WHAT TO WORK ON
Every line holding the string "gazetteer" is to be copied from the entries below.

(DATA PROVIDED)

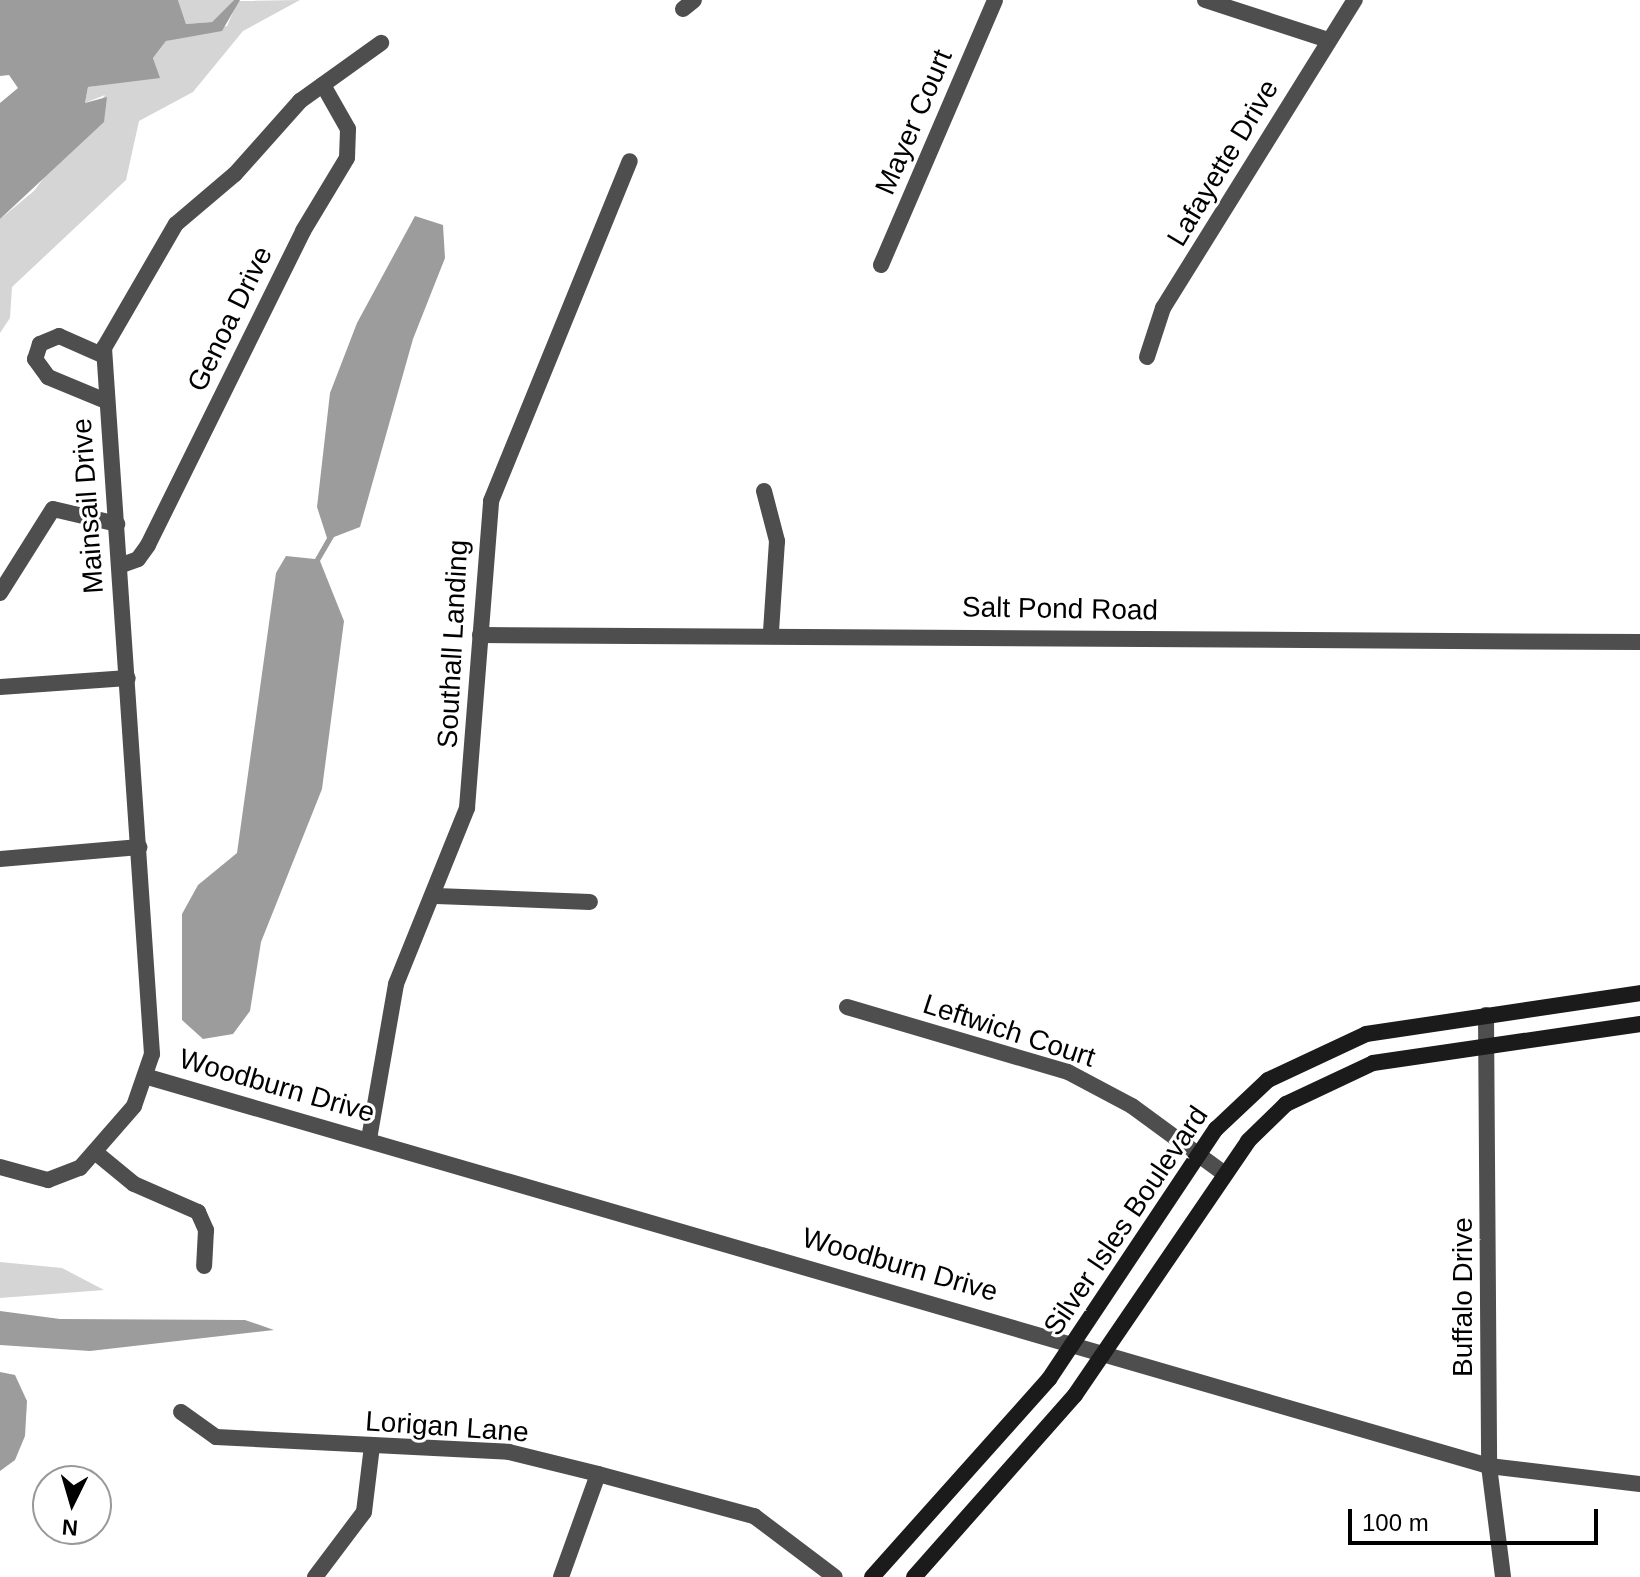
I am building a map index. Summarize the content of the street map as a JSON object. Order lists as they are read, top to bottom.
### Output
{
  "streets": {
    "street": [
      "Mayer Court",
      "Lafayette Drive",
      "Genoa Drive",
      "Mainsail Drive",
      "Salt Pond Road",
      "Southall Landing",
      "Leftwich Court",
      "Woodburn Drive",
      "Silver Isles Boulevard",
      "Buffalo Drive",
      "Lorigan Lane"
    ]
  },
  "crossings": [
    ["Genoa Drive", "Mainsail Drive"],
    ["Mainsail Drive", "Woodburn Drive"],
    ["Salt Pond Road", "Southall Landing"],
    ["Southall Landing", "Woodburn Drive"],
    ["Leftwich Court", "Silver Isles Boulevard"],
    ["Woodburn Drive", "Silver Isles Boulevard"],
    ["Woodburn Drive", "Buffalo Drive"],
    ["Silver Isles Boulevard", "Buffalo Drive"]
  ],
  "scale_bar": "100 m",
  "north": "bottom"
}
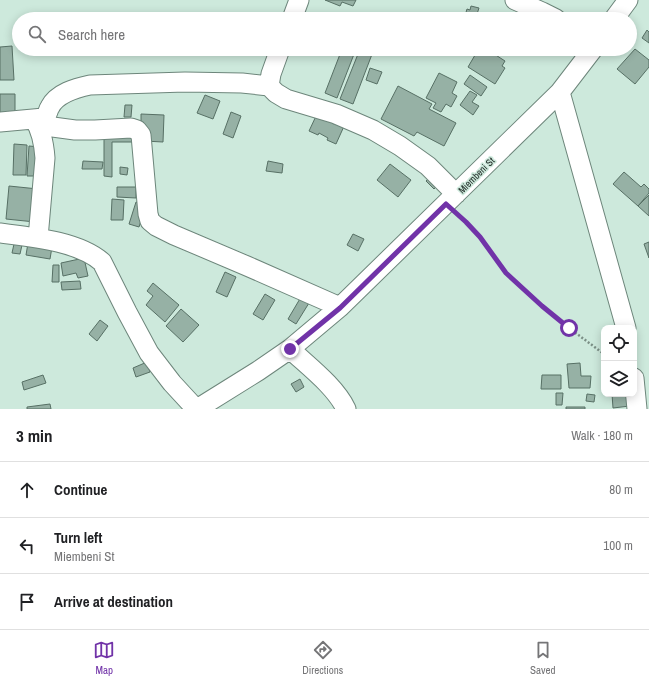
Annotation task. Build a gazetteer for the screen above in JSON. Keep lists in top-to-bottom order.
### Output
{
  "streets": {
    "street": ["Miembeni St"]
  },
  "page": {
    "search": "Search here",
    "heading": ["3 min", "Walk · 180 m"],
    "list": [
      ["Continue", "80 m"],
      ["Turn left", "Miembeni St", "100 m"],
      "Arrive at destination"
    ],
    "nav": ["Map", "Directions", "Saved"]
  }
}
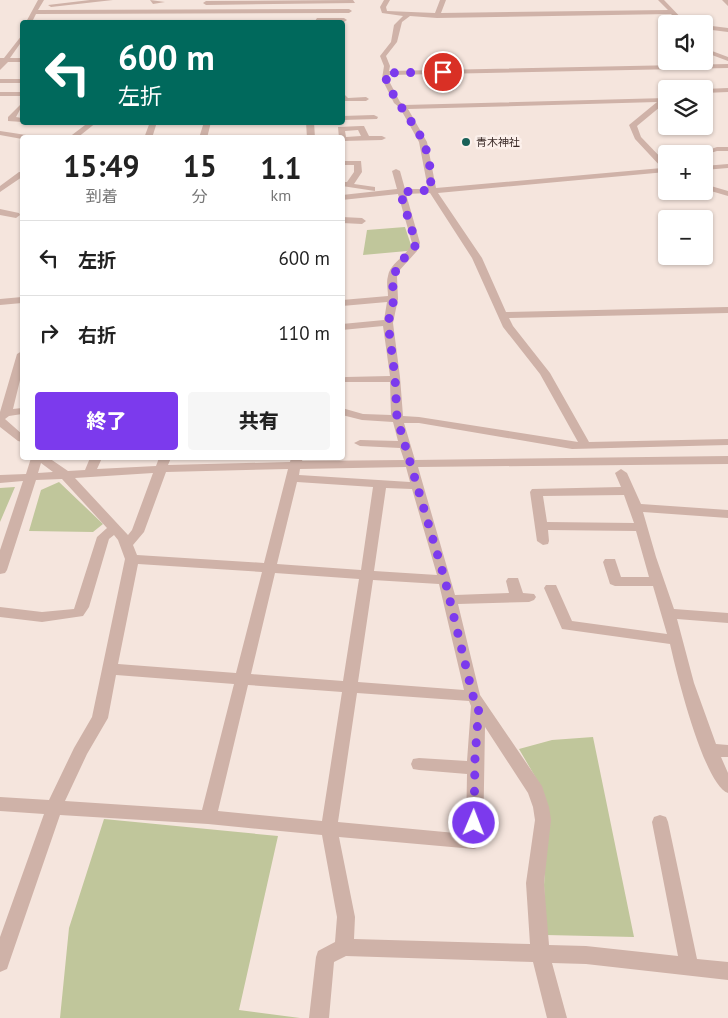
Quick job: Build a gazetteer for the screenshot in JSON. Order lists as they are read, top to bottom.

(End DATA PROVIDED)
(DATA PROVIDED)

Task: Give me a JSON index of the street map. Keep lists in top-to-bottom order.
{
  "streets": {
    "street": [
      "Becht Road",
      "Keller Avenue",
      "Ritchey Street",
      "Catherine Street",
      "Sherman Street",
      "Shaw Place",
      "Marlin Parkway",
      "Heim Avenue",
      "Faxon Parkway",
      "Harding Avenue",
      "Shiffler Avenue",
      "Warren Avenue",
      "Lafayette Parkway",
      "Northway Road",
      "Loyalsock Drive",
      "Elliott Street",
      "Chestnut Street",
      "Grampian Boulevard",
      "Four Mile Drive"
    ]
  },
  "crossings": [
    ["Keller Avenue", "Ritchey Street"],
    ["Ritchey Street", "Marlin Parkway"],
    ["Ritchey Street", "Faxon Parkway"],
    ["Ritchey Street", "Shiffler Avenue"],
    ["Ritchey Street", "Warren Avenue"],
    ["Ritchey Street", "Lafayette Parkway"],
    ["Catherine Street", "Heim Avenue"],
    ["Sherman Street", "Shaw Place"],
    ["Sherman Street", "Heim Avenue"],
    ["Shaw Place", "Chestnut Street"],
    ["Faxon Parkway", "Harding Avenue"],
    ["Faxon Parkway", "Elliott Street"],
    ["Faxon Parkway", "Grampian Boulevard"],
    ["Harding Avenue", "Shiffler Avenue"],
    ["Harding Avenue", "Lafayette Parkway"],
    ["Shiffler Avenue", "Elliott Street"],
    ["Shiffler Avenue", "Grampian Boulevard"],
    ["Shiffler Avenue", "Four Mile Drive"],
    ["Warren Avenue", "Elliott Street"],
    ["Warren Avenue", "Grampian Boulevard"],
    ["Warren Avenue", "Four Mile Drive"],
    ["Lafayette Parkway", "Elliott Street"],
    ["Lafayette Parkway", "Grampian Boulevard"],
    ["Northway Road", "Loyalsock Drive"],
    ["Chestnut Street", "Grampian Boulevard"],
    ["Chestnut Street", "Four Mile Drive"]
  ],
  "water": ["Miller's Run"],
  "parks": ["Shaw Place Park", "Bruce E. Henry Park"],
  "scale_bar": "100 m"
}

(End DATA PROVIDED)

COMPLETED EXERCISE
Annotation task. Build a gazetteer for the screen above in JSON. Keep lists in top-to-bottom order.
Quick job: Build a gazetteer for the screenshot in JSON. Order lists as they are read, top to bottom.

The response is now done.